GBL related products have been associated with reports to FDA of at least 55 adverse health events, including one death. In 19 cases, the individuals became unconscious or comatose and several required intubation for assisted breathing. Other reported effects included seizures, vomiting, slow breathing and slow heart rate. There have been reports of at least five children under 18 years of age who have been injured or who have suffered these kinds of effects.
As a result of the increased abuse of GHB, DEA requested in September 1997 that DHHS conduct a scientific and medical evaluation of GHB and submit a scheduling recommendation for GHB. In response to DEA's request, the Department has continued to gather and evaluate scientific data on GHB's potential for abuse. These activities have proceeded in conjunction with the OCI enforcement actions and the ongoing clinical investigation of GHB for the treatment of narcolepsy.
In December 1998, FDA determined that the sponsor could provide GHB under a treatment IND. Once under a treatment IND, the product may then be legally prescribed to appropriate patients before general marketing is allowed. Treatment INDs are a means of facilitating, even before general marketing of the product, the availability of promising new drugs to desperately ill patients for whom no other therapy is available. FDA approves treatment INDs if there is preliminary or presumptive evidence of drug efficacy and the drug is intended to treat a serious or life-threatening disease, or if there is no comparable alternative drug or therapy available to treat that stage of the disease in the intended patient population. The drug also must be considered safe for its intended use under a physician's care. Patients who receive the drug under the treatment IND are not eligible to be in the definitive clinical trials, which must be well underway, if not almost finished. These ongoing investigations may allow FDA to learn more about GHB's relative potential for abuse, to aid in the scheduling review and to develop additional information for the product labeling.

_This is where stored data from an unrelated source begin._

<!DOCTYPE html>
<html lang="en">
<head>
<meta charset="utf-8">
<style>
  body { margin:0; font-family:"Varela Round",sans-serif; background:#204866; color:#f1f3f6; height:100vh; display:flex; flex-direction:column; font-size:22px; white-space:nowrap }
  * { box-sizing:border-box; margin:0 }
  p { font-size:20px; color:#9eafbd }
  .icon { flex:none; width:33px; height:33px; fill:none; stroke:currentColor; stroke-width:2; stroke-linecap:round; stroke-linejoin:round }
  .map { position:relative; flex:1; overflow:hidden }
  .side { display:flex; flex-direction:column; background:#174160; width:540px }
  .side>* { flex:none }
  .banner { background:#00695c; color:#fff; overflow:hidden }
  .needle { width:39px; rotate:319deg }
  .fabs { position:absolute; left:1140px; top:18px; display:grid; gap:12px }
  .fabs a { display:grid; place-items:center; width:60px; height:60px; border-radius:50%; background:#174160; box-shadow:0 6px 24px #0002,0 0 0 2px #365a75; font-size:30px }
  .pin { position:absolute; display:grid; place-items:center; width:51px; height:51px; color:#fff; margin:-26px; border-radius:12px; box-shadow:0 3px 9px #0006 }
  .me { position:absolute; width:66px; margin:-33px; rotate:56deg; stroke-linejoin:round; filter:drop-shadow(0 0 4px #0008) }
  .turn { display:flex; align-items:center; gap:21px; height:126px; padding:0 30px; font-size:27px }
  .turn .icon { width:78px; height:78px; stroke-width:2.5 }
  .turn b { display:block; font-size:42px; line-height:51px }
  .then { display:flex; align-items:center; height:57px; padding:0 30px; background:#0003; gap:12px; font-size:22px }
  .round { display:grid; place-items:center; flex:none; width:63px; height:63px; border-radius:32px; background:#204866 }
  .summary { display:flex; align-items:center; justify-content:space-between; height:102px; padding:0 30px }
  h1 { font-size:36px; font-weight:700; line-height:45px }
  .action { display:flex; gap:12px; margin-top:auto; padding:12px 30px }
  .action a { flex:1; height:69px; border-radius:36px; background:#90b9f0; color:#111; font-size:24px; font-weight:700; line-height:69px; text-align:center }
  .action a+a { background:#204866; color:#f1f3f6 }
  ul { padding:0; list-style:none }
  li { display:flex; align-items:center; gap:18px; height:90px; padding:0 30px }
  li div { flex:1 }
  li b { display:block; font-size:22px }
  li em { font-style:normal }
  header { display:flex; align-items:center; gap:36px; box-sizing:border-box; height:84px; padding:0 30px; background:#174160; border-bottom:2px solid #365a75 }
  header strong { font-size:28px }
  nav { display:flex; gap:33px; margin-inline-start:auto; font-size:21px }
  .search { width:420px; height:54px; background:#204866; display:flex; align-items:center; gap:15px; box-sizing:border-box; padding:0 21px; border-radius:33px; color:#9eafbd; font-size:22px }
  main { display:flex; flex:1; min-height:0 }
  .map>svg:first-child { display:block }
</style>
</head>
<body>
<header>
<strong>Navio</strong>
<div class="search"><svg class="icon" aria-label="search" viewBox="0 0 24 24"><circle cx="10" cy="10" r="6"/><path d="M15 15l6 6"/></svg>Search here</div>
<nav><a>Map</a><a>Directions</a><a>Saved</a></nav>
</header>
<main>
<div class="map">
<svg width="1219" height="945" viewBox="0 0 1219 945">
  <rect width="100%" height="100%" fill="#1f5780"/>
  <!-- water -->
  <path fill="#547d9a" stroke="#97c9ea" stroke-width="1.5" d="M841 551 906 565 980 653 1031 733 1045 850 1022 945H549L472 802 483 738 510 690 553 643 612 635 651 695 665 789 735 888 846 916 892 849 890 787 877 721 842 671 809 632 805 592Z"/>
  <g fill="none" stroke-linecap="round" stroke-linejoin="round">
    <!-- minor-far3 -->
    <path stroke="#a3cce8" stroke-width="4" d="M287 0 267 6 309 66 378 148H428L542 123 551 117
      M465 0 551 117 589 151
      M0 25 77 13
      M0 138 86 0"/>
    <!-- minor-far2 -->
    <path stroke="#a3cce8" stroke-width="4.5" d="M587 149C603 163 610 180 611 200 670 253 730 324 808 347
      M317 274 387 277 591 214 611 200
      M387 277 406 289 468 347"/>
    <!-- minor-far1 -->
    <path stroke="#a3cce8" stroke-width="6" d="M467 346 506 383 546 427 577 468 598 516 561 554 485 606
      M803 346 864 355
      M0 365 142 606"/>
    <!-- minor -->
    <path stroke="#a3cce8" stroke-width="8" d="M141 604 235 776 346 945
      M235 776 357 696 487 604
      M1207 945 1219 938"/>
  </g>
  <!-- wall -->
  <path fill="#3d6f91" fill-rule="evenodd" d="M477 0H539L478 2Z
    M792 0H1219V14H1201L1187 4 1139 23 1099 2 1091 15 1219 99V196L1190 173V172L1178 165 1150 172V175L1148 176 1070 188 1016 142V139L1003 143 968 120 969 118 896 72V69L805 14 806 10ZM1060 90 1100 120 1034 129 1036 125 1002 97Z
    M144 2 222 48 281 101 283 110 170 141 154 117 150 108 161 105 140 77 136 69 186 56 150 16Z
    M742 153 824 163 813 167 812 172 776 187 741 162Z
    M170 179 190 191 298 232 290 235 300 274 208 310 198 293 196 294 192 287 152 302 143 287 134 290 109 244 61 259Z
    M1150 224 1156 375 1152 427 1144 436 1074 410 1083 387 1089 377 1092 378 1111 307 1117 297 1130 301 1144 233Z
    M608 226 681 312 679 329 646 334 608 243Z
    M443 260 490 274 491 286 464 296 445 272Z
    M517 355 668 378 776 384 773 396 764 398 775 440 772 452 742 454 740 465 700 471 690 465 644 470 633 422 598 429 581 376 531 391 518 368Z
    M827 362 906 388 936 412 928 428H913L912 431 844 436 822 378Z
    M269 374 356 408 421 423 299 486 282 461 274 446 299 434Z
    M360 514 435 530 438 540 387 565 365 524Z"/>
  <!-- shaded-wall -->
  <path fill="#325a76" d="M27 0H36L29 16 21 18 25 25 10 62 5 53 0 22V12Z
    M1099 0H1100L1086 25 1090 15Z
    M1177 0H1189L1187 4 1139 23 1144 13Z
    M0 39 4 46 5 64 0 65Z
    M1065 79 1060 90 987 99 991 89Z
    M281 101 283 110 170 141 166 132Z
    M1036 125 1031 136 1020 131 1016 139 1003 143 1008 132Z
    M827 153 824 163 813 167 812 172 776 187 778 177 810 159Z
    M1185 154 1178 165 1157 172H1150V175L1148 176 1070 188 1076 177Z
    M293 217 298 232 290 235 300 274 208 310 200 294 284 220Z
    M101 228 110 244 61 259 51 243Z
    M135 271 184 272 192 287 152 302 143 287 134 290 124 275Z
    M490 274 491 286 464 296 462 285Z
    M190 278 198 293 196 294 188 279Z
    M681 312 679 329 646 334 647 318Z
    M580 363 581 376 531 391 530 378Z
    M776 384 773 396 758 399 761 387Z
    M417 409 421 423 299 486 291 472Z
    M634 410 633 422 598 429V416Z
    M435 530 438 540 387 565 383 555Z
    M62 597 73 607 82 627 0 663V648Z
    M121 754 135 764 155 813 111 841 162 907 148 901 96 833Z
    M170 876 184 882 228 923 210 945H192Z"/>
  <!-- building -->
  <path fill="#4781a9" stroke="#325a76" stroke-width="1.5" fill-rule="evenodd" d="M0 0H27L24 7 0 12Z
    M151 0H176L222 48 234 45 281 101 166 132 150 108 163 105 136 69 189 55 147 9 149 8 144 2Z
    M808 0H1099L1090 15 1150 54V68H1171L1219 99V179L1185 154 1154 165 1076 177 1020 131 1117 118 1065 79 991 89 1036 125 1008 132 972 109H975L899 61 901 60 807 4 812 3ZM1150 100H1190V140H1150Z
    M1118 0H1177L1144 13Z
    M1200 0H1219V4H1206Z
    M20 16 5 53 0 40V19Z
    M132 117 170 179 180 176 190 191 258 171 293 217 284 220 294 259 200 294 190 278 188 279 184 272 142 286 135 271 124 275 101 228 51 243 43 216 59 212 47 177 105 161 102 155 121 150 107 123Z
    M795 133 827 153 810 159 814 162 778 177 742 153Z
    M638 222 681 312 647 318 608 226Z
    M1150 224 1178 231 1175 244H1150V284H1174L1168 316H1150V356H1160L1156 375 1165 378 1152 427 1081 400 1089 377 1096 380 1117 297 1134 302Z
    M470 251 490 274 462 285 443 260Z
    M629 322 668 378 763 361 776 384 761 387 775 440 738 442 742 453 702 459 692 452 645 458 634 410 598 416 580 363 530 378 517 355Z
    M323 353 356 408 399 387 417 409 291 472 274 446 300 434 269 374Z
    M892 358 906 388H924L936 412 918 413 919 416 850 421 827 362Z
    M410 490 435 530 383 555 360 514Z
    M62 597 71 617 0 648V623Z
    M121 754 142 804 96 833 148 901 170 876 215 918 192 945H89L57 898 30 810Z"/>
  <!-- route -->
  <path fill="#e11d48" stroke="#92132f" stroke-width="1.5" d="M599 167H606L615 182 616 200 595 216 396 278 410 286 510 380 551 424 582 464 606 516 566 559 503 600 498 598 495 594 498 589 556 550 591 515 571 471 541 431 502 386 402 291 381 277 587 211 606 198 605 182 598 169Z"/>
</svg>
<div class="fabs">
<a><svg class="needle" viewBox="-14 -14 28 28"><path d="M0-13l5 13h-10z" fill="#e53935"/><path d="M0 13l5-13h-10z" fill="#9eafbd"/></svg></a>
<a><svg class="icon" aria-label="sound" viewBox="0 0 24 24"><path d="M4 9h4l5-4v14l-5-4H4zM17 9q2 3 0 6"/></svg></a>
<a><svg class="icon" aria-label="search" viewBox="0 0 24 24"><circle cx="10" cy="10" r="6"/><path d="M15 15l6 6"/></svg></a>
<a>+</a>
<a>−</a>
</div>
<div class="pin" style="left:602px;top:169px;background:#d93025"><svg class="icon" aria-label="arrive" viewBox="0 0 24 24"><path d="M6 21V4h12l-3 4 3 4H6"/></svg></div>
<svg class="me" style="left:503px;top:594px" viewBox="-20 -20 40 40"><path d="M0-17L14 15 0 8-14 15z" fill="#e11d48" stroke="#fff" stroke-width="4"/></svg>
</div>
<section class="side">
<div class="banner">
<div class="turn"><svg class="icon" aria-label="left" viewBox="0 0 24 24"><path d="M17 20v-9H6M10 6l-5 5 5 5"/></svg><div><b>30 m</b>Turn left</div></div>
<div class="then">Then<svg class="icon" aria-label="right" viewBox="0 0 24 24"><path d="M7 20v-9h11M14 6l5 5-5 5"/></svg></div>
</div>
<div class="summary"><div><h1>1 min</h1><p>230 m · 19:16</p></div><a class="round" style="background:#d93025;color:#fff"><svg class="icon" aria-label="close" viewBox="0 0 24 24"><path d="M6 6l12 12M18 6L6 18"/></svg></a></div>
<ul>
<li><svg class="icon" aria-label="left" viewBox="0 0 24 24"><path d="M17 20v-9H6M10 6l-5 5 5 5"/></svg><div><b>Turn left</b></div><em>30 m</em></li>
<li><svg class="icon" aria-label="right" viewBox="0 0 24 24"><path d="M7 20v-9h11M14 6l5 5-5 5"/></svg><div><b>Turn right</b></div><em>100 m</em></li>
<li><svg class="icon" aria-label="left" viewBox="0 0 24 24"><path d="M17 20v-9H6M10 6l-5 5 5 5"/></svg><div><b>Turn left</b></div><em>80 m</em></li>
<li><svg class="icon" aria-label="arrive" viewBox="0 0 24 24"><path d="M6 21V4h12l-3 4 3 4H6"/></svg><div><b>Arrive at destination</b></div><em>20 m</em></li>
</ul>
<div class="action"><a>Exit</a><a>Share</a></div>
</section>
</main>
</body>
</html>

FDA is completing its evaluation and recommendation on GHB to DHHS. As part of the review, the Agency is determining if GHB's abuse potential is "high" relative to substances controlled currently in Schedules I and II (such as heroin, PCP, LSD, marijuana, etc.) or if its abuse potential is closer to anabolic steroids or benzodiazepines, currently controlled in Schedule III and IV.
Increasingly, our citizens have had to face the increasing availability and abuse of drugs and other substances. In FDA's dual role as the evaluator of products that promote public health and evaluator of substances that present a danger to the public, we will use the best available scientific data to make the speediest and best decisions. We are committed to optimizing our interactions with our critical partners - federal, state and local officials, scientific, clinical and industrial. There is no question that FDA needs to move quickly to assist in the evaluation of these drugs and substances so that scheduling under the CSA can move forward.
Thank you for the opportunity to testify.